● Your objective: Reading the listing below, count the lines that contain the word "they" and give that count alone.

● Data provided:

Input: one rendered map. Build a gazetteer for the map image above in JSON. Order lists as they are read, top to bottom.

==

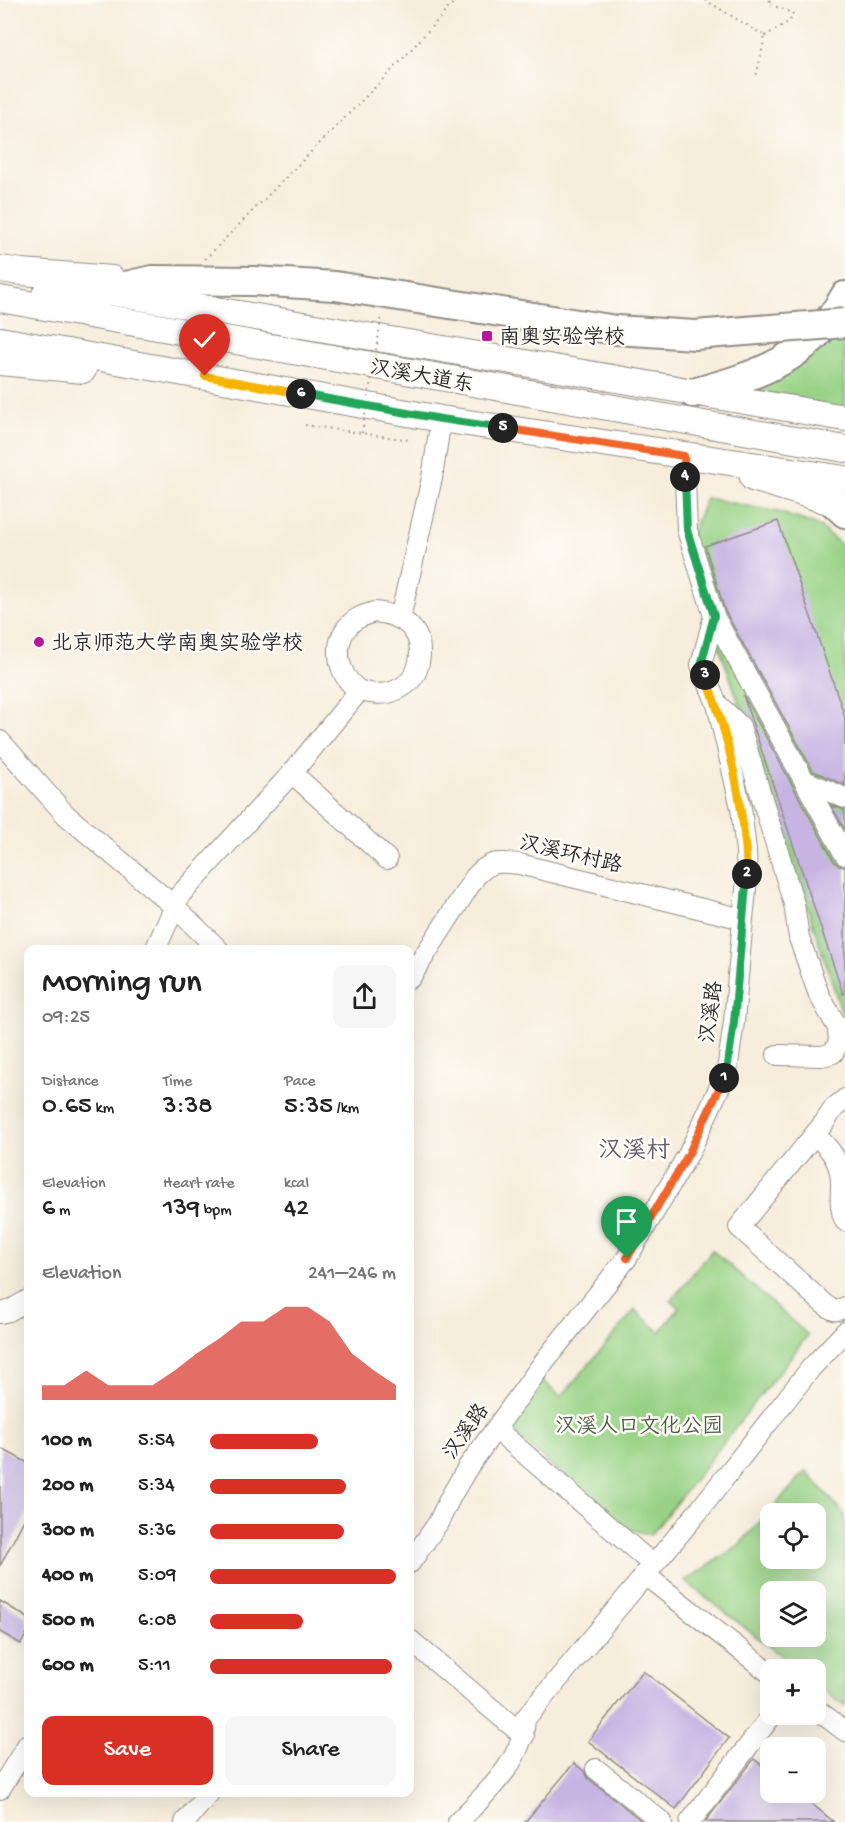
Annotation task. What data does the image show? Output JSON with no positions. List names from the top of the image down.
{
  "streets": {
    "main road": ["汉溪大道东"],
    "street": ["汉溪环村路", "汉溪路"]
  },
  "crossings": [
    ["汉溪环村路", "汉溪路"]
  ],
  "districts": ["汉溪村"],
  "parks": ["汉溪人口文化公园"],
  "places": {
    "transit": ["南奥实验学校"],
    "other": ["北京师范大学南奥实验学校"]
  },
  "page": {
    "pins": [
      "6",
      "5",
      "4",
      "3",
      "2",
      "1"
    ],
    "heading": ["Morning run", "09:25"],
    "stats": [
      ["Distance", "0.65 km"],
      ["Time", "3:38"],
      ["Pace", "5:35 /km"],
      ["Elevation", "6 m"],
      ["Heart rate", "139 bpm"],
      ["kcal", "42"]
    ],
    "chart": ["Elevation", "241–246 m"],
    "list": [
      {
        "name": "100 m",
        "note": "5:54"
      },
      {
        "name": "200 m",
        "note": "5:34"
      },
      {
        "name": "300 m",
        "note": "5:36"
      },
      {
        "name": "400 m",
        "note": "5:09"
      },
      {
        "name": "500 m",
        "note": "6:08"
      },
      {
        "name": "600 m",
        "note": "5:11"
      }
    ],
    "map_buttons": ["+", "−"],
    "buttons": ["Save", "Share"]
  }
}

==

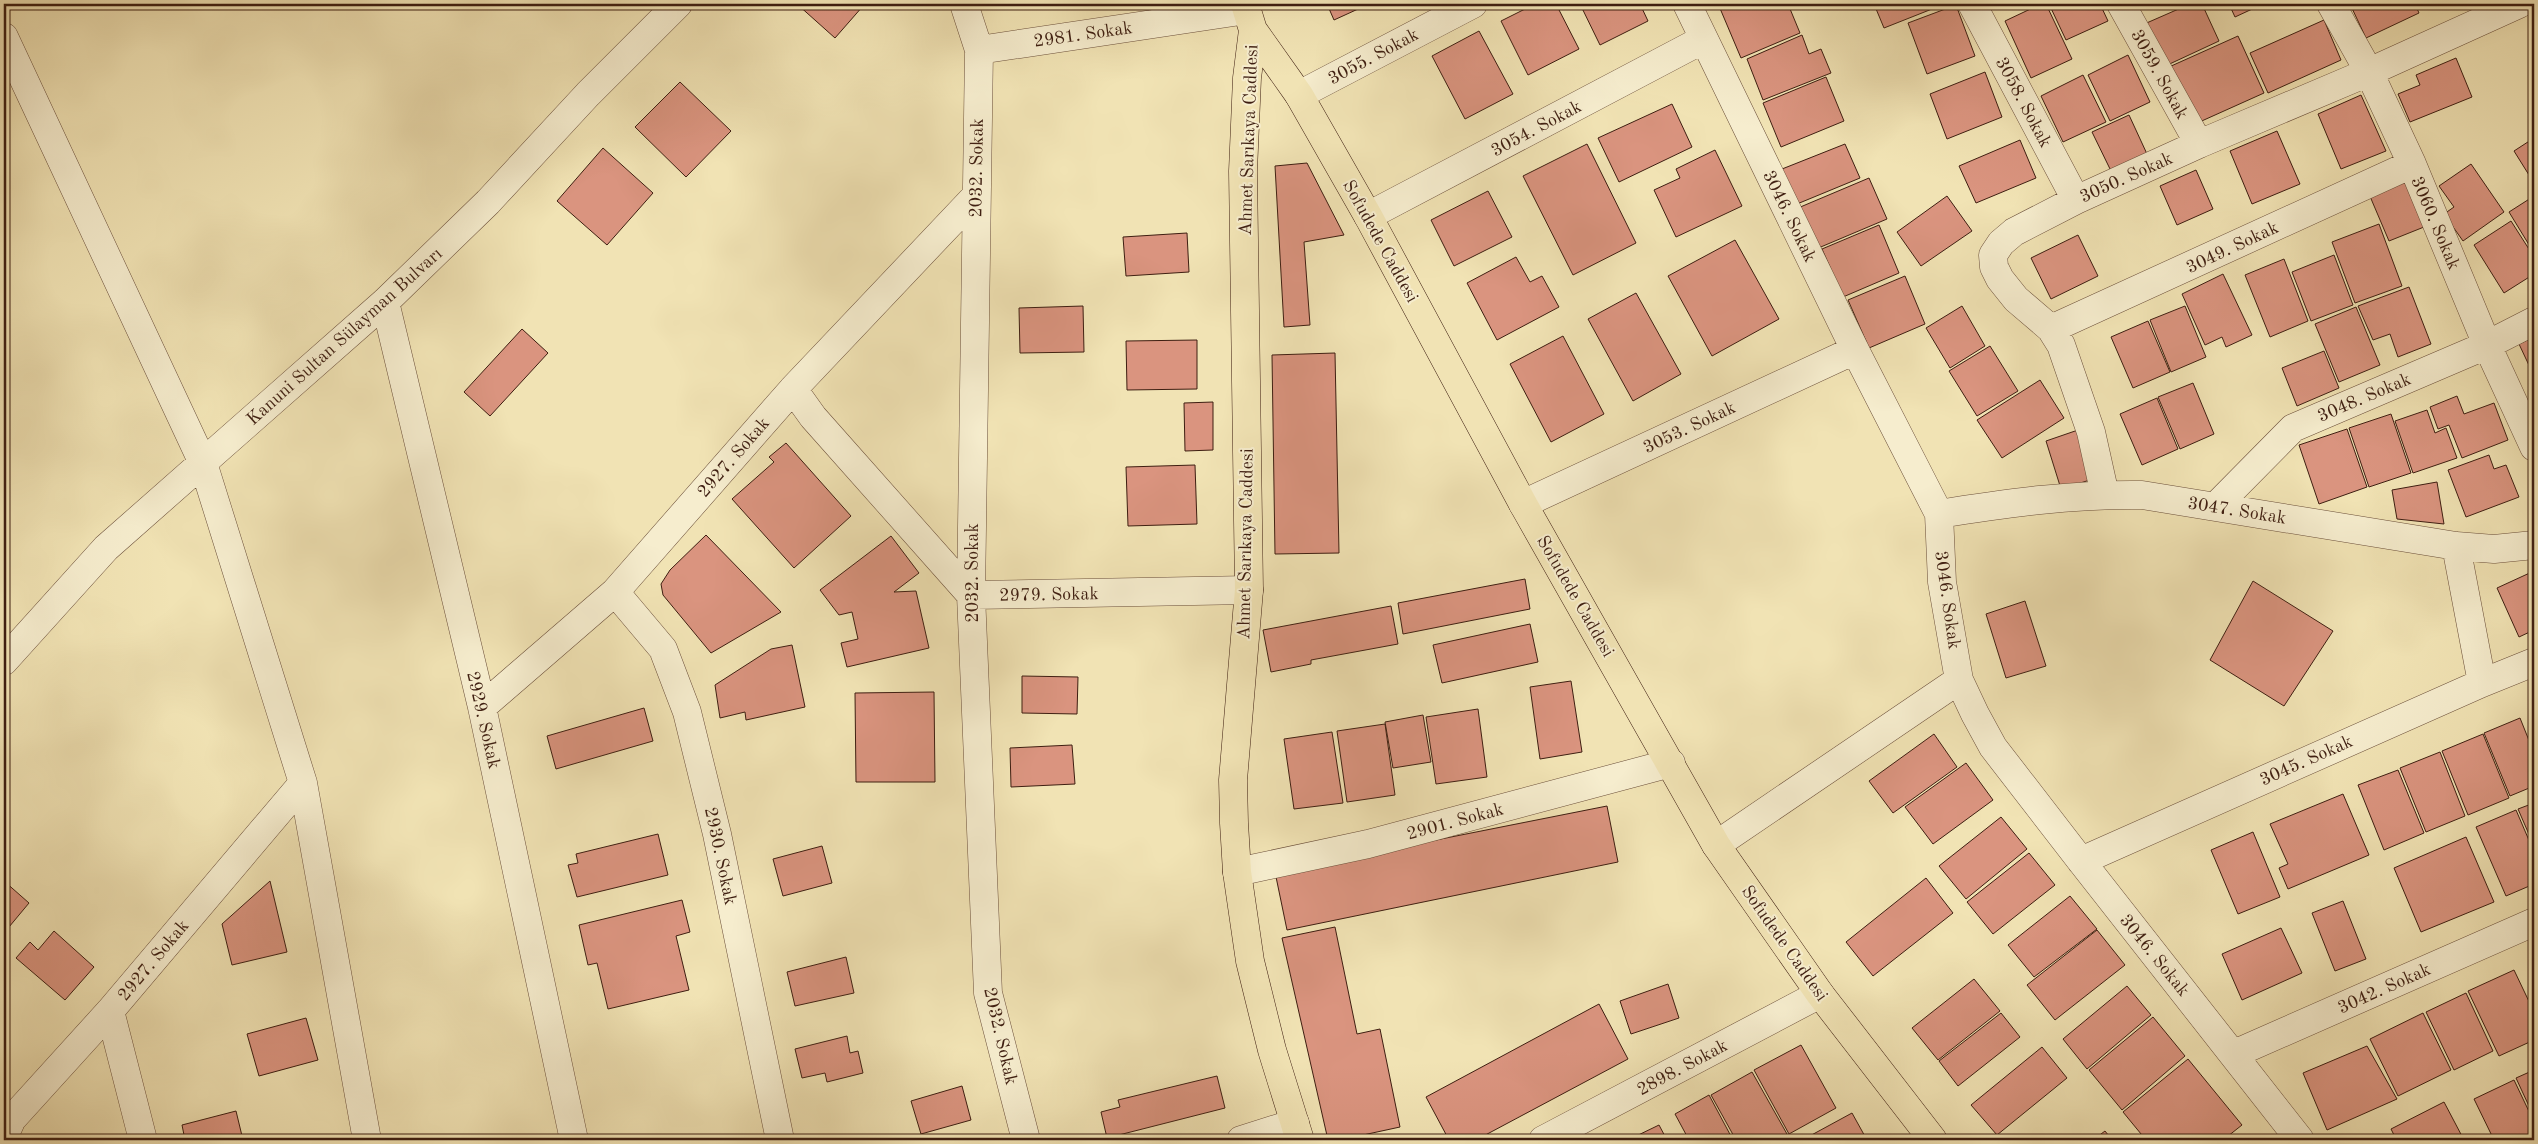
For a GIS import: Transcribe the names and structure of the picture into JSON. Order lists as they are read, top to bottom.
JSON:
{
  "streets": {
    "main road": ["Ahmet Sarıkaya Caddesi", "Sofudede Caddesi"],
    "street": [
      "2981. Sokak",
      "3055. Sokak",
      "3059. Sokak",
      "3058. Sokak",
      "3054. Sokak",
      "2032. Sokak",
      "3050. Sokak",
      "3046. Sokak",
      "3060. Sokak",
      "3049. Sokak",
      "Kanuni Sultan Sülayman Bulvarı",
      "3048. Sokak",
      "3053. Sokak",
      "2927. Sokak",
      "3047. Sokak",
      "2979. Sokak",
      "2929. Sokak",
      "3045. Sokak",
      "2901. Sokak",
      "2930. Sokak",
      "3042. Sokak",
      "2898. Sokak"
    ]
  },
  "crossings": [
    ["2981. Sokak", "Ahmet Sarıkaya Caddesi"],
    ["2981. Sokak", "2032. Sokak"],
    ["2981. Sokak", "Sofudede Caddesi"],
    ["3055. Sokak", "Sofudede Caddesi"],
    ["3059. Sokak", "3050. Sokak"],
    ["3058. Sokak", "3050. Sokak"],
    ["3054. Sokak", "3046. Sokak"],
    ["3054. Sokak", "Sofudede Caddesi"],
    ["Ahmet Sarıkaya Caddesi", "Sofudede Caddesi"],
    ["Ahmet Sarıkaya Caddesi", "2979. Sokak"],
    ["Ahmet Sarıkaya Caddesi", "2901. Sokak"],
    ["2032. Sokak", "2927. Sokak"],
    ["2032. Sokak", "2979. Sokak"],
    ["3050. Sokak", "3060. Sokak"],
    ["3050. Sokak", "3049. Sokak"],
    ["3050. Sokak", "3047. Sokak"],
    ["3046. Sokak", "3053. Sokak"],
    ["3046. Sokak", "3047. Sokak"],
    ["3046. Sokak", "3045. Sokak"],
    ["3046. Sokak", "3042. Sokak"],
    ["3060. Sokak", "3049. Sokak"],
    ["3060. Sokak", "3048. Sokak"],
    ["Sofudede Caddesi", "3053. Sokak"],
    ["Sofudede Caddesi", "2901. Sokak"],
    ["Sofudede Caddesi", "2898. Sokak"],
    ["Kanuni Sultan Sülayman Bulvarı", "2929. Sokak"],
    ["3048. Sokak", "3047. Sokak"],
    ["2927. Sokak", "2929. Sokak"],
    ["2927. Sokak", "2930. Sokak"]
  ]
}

● Output of the task: 2